=== Provided data ===

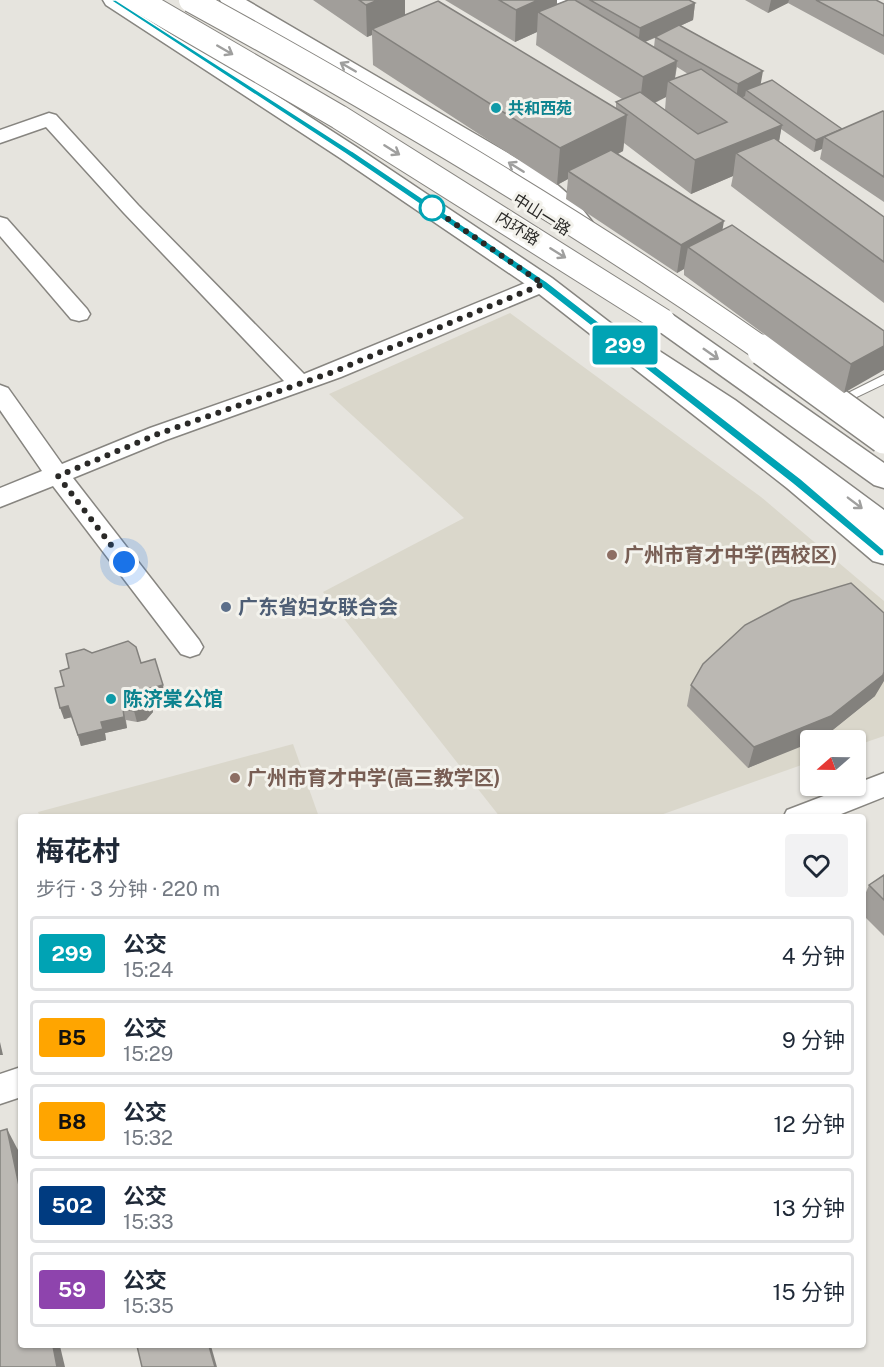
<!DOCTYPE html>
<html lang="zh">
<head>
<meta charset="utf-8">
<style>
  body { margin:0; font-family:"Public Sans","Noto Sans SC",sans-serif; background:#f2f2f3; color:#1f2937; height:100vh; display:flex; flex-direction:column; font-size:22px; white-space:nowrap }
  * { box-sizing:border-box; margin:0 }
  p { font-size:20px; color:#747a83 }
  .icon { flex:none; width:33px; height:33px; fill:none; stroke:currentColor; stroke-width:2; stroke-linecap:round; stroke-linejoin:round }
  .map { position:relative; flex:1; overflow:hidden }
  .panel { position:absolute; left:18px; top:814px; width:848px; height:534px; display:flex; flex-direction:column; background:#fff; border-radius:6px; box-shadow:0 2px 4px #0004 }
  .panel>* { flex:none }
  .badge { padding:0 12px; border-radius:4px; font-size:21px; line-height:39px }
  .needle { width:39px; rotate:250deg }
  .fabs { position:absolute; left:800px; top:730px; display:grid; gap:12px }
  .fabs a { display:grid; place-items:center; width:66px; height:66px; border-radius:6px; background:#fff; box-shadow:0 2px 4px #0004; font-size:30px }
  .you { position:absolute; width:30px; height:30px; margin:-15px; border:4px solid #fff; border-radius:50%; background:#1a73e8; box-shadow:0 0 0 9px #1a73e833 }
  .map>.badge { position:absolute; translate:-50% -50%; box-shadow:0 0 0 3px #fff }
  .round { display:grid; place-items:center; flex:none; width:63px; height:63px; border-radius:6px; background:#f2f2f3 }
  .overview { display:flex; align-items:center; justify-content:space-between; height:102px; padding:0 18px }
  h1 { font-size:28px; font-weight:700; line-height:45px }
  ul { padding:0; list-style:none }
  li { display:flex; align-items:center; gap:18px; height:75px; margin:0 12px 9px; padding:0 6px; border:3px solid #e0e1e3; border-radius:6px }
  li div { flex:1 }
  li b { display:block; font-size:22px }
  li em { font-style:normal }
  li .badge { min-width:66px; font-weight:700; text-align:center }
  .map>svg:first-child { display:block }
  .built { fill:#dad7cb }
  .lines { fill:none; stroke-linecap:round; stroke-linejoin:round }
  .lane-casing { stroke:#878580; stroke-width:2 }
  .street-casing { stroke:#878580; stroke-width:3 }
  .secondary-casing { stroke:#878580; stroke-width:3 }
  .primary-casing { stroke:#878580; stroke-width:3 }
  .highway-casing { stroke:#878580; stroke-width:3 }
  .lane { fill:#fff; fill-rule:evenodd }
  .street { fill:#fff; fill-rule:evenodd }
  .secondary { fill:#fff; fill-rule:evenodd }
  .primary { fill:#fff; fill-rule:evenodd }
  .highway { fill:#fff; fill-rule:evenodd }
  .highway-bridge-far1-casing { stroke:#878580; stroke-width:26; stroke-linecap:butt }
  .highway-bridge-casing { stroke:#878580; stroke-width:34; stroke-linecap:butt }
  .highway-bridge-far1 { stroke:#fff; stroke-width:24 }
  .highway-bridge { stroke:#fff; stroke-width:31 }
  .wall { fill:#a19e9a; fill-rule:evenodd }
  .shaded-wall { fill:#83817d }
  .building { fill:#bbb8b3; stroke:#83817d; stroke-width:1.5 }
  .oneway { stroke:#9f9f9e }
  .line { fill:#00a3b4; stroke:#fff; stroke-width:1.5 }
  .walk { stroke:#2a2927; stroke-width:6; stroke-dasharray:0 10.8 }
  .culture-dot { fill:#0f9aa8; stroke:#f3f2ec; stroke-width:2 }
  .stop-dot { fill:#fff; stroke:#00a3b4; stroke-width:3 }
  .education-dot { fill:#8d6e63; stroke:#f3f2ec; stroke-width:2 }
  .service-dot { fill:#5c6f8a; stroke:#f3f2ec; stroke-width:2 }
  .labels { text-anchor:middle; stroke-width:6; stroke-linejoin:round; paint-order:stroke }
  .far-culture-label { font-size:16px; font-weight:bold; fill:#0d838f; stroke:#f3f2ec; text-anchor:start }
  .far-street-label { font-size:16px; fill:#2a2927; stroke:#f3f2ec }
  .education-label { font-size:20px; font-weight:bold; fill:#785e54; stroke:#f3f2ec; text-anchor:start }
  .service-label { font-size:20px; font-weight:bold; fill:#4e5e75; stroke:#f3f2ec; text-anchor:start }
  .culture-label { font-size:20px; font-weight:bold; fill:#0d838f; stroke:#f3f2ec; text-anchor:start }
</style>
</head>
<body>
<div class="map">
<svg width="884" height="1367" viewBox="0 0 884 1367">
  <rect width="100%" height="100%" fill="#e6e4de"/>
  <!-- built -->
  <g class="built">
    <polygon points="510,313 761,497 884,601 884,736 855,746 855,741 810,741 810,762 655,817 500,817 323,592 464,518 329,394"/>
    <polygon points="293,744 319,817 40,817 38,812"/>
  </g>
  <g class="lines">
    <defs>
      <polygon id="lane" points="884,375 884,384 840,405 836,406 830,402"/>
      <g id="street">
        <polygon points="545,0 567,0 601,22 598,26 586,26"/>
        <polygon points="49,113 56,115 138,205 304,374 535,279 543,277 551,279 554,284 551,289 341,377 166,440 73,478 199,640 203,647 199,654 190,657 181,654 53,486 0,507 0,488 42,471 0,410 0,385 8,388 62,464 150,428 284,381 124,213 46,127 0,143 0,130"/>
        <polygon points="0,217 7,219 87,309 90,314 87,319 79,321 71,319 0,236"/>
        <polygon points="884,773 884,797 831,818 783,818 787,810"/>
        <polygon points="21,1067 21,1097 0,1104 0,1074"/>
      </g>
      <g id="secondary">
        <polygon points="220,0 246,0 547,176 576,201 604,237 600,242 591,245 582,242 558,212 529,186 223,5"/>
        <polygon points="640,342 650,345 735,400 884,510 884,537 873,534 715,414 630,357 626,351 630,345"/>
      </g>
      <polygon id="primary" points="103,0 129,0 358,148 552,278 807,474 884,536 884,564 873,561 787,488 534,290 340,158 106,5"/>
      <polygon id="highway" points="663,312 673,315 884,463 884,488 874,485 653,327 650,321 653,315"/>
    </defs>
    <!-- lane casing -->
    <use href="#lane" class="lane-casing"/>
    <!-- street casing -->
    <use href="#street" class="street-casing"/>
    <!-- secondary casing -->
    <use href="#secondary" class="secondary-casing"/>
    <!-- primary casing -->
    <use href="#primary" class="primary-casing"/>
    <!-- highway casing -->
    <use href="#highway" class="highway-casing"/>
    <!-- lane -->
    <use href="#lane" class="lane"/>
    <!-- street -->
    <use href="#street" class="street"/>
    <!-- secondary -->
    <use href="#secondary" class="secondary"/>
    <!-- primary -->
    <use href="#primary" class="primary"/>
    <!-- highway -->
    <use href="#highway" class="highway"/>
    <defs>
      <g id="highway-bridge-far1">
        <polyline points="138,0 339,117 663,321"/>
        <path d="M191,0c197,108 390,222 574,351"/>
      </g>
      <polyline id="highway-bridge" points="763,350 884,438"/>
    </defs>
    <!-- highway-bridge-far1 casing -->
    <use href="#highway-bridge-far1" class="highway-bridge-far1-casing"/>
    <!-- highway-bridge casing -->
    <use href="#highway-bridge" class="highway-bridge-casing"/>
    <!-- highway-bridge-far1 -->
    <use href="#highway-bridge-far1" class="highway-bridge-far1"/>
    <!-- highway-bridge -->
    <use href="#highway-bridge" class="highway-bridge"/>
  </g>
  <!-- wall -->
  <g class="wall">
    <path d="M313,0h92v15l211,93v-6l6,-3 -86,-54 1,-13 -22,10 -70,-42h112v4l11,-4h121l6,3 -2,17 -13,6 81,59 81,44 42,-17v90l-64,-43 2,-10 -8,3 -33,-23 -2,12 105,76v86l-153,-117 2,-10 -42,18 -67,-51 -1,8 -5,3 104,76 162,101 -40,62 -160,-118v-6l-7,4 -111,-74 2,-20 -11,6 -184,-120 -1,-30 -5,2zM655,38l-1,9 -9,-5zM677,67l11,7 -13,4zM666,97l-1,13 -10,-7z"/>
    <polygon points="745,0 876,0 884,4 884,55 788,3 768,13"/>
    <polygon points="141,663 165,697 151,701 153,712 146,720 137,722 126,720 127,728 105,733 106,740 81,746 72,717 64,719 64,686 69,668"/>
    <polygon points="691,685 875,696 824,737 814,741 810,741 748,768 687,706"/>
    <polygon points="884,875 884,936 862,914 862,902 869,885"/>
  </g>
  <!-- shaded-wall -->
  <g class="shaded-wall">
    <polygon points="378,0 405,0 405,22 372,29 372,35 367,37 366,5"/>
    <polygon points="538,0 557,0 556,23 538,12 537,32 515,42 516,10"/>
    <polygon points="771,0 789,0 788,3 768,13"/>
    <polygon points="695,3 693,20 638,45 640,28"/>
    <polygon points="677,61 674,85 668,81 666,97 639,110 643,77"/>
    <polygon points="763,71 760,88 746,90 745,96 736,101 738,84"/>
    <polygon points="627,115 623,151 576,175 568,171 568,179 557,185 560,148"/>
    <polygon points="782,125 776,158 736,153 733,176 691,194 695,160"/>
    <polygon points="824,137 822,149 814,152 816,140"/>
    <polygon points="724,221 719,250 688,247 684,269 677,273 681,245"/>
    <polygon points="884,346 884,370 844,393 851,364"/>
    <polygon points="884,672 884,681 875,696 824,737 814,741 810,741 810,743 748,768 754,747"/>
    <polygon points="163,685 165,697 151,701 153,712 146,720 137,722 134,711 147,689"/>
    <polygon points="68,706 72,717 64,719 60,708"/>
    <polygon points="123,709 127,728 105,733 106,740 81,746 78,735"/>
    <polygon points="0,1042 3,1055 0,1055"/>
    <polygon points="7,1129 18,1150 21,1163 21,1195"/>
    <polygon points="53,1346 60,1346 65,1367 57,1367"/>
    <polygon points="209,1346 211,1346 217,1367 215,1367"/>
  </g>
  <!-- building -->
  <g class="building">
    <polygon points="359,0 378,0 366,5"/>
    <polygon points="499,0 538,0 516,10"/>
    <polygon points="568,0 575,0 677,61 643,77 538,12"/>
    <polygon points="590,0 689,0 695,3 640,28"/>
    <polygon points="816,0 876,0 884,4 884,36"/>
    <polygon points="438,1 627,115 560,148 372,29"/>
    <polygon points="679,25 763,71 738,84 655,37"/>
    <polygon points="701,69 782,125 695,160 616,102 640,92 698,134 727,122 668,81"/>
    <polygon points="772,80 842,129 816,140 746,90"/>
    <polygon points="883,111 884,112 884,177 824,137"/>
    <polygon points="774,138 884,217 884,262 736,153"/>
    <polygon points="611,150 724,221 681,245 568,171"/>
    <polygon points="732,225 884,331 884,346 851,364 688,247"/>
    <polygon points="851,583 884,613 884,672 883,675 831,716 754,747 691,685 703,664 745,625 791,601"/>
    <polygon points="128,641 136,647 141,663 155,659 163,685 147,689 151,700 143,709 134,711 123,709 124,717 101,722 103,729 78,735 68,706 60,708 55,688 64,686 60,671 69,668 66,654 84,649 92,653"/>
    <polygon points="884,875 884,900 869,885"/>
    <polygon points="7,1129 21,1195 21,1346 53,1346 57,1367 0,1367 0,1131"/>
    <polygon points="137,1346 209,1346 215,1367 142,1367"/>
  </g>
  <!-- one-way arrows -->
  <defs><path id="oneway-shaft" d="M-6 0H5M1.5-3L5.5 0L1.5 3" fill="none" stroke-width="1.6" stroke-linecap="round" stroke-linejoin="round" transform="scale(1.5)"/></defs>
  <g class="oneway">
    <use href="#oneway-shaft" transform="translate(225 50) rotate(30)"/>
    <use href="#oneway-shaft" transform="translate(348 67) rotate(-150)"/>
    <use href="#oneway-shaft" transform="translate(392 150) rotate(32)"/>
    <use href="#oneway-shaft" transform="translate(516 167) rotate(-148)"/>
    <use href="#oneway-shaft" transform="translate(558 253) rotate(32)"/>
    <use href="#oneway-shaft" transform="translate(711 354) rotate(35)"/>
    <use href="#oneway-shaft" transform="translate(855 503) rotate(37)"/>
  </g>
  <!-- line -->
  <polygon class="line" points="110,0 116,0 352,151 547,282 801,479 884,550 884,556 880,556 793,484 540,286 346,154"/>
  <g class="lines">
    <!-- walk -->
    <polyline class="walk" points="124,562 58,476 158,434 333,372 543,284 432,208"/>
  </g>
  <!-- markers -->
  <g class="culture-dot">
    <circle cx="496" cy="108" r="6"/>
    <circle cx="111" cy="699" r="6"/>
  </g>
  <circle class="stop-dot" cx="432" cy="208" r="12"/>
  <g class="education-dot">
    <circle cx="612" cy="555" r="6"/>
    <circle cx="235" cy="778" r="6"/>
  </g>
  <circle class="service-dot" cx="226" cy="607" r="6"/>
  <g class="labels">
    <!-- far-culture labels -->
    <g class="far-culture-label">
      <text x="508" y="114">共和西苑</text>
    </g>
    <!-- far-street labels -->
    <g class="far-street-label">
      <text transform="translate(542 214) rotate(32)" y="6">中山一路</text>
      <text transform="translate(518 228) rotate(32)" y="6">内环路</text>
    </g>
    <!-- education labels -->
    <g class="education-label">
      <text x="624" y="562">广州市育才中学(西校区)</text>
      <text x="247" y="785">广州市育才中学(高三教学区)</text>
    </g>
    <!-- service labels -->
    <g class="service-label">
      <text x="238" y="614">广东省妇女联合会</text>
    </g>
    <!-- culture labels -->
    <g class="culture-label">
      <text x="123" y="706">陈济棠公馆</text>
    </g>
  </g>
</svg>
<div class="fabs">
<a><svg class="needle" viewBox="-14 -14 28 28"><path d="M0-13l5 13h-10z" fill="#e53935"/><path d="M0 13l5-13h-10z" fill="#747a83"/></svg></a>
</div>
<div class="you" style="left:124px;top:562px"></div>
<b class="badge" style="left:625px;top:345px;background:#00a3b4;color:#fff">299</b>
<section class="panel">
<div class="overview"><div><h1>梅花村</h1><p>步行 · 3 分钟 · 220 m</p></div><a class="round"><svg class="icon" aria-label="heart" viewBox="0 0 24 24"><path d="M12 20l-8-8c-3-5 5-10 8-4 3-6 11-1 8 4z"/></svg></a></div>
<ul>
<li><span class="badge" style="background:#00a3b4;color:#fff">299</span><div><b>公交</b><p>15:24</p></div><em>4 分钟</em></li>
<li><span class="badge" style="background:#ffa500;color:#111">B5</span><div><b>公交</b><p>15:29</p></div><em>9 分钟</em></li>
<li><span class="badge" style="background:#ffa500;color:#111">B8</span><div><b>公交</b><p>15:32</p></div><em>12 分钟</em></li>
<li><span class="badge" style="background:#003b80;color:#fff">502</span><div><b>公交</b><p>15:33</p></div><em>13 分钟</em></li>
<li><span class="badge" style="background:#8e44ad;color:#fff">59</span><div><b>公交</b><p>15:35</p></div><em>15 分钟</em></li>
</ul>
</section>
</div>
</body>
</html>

===

Reproduce the lines above, beginning at the line with "fill:#00a3b4; stroke:#fff; stroke-width:1.5" and stopping after the line with "text-anchor:middle; stroke-width:6; stroke-linejoin:round;", exactly as they are.

  .line { fill:#00a3b4; stroke:#fff; stroke-width:1.5 }
  .walk { stroke:#2a2927; stroke-width:6; stroke-dasharray:0 10.8 }
  .culture-dot { fill:#0f9aa8; stroke:#f3f2ec; stroke-width:2 }
  .stop-dot { fill:#fff; stroke:#00a3b4; stroke-width:3 }
  .education-dot { fill:#8d6e63; stroke:#f3f2ec; stroke-width:2 }
  .service-dot { fill:#5c6f8a; stroke:#f3f2ec; stroke-width:2 }
  .labels { text-anchor:middle; stroke-width:6; stroke-linejoin:round; paint-order:stroke }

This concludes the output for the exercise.